Now, I can’t quite explain what it is about Luang Prabang that I so much like, so I figured I’ll just explain a typical day we had in Luang Prabang.
After waking up, the first order of business is of course breakfast. For this you have a choice of sandwich stalls and noodles. And on this morning we headed to our favourite noodle place on the main road. The place is owned by a nice lady, which we affectionately called our noodle lady. When you go there, the only choice you could have is whether you want thin, medium or thick noodles. I love menus that don’t offer you choice.

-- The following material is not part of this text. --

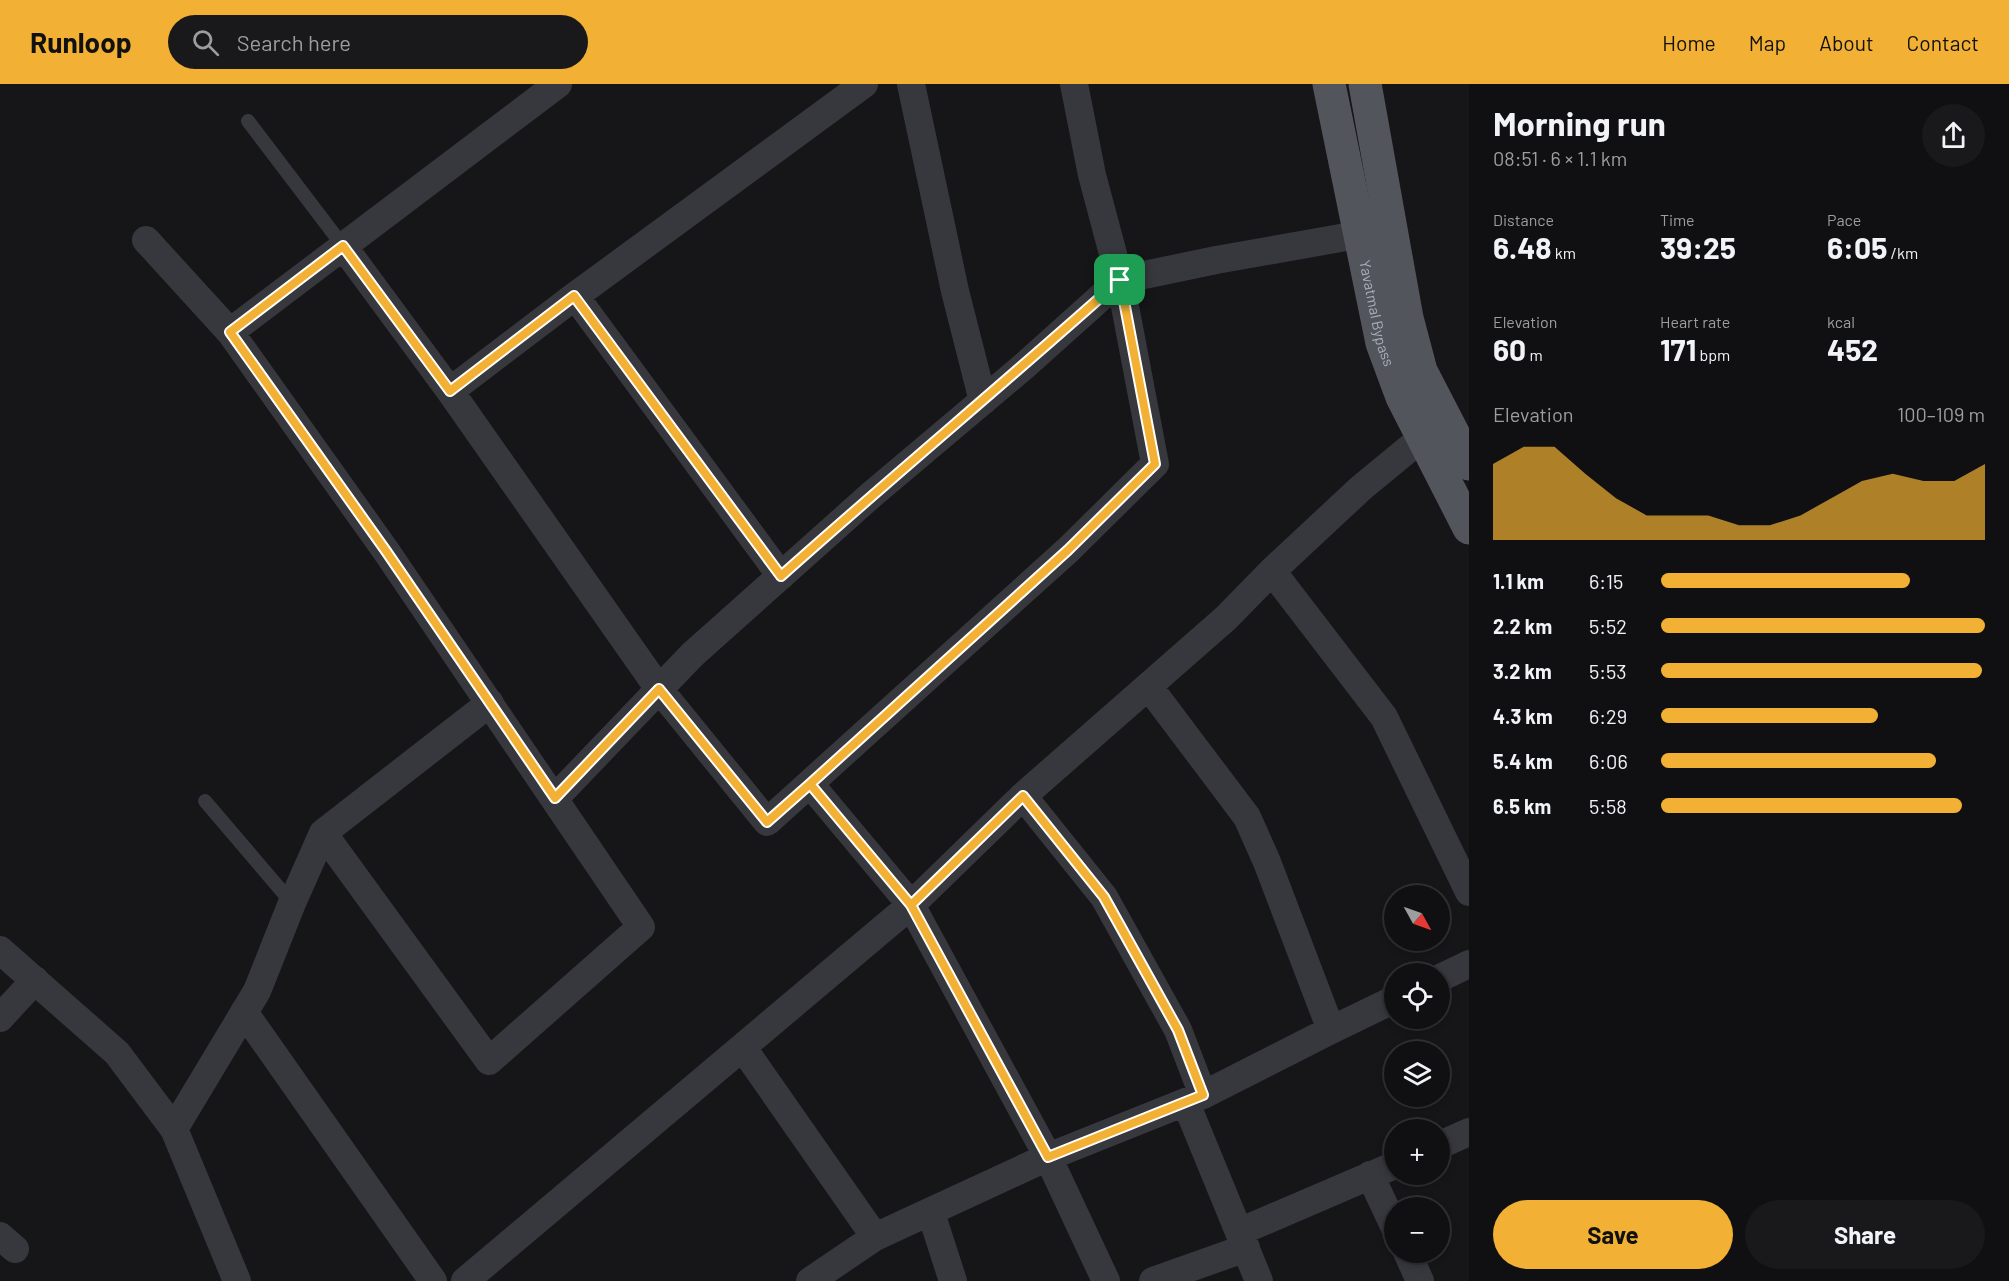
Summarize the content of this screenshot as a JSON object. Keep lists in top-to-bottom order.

Our noodle lady; this is where we usually came for breakfast or lunch
Best noodle soup in Luang Prabang, and cheap too
After noodles, there isn’t really that much to do in Luang Prabang, but to walk around the pretty town. The town centre is on a small peninsula, which means is completely surrounded by a river. So you can walk around the on the river front, or you can go see one of the many Vats (Buddhist temple) the town has to offer. There are a lot of them!

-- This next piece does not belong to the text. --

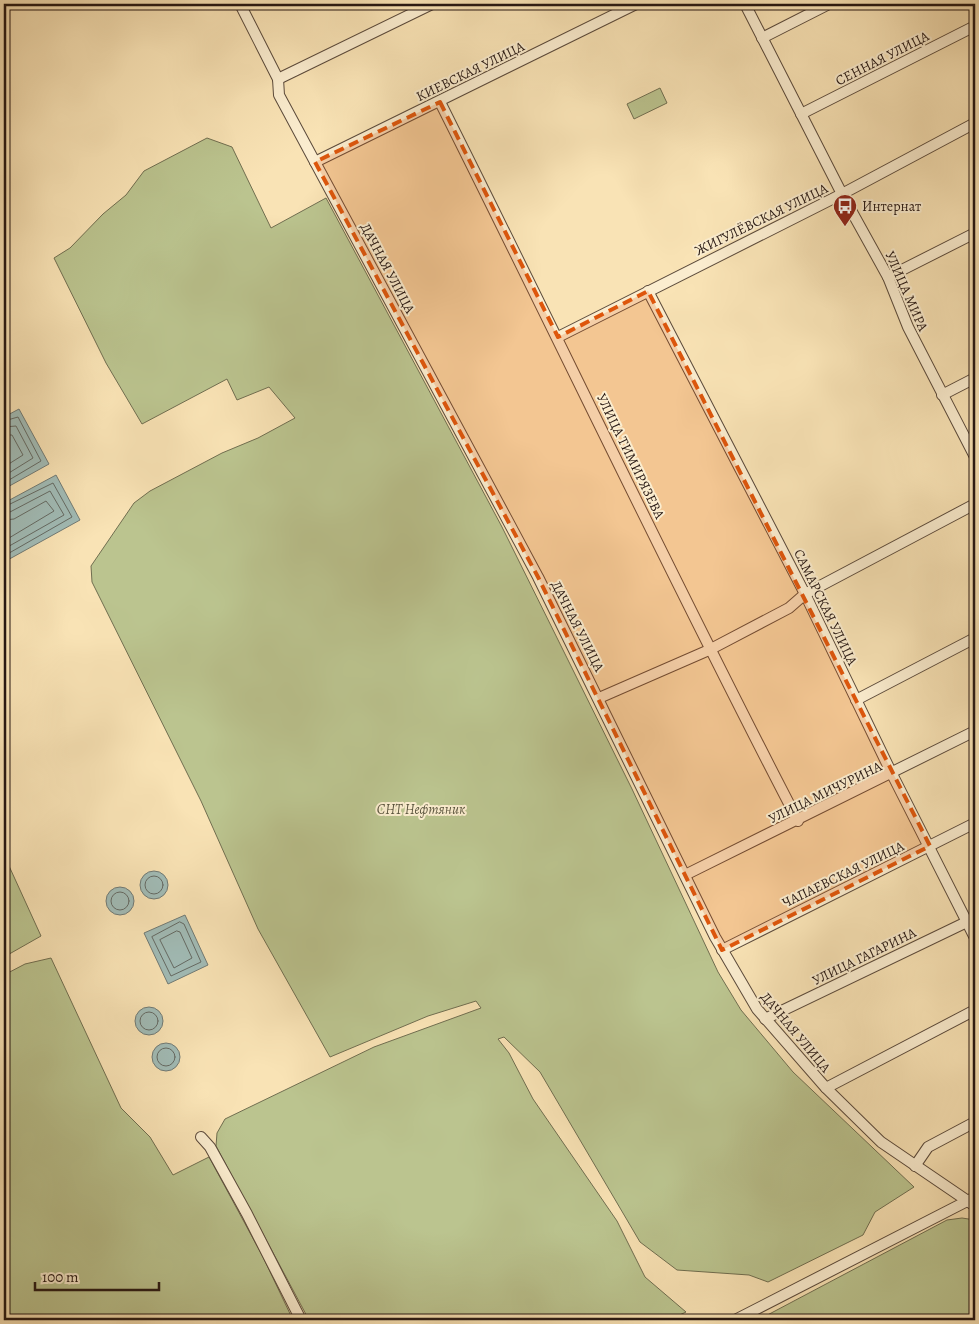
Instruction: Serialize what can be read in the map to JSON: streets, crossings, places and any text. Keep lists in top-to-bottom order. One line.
{"streets":{"street":["СЕННАЯ УЛИЦА","КИЕВСКАЯ УЛИЦА","ЖИГУЛЁВСКАЯ УЛИЦА","ДАЧНАЯ УЛИЦА","УЛИЦА МИРА","УЛИЦА ТИМИРЯЗЕВА","САМАРСКАЯ УЛИЦА","УЛИЦА МИЧУРИНА","ЧАПАЕВСКАЯ УЛИЦА","УЛИЦА ГАГАРИНА"]},"crossings":[["СЕННАЯ УЛИЦА","УЛИЦА МИРА"],["КИЕВСКАЯ УЛИЦА","ДАЧНАЯ УЛИЦА"],["КИЕВСКАЯ УЛИЦА","УЛИЦА ТИМИРЯЗЕВА"],["ЖИГУЛЁВСКАЯ УЛИЦА","УЛИЦА МИРА"],["ЖИГУЛЁВСКАЯ УЛИЦА","УЛИЦА ТИМИРЯЗЕВА"],["ЖИГУЛЁВСКАЯ УЛИЦА","САМАРСКАЯ УЛИЦА"],["ДАЧНАЯ УЛИЦА","УЛИЦА МИЧУРИНА"],["ДАЧНАЯ УЛИЦА","ЧАПАЕВСКАЯ УЛИЦА"],["ДАЧНАЯ УЛИЦА","УЛИЦА ГАГАРИНА"],["УЛИЦА ТИМИРЯЗЕВА","УЛИЦА МИЧУРИНА"],["САМАРСКАЯ УЛИЦА","УЛИЦА МИЧУРИНА"],["САМАРСКАЯ УЛИЦА","ЧАПАЕВСКАЯ УЛИЦА"],["САМАРСКАЯ УЛИЦА","УЛИЦА ГАГАРИНА"]],"parks":["СНТ Нефтяник"],"places":{"bus stop":["Интернат"]},"scale_bar":"100 m"}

The biggest Vat in Luang Prabang
But there are many more of the smaller ones
Inside a temple
On this day, we decided to hike up the Mount Phousi, that is a big hill in the middle of the town with a temple on top. From here you can get a nice 360 degree view of Luang Prabang.
View from the hill in the middle of the town
Enjoying the views Mount Phousi
As the sun starts to set, you can hire a boat to see the sunset from the river, but we were too lazy (read: cheap) for that, so we just opted to walk to the river front and enjoy the sunset from there.
Sunset by the river in Luang Prabang
After sunset, the night market begins to come alive, as they close the main road with fences, and the markets stalls start to pop up like mushrooms in a rain. I mean that quite literally, on the rainy season it will rain, so all the market stalls have a marquis covering them. We walked around the market for a while, people buying random things. I got an excellent deal on some local alcohol.
Paintings for sale at the night market
Lanterns at the night market
I bought some local alchohol
After that we headed to the Night Market Food alley, which is a small side alley from the main road. And the cheapest place to eat in the evening. Here you have plenty of places selling buffet dinners for 10.000 Kips (about dollar and a half), for which you can choose from various noodles, vegetable dishes, spring rolls, and such; and you can take as much as you can fit on your plate. You can also buy various barbeques that are on offer.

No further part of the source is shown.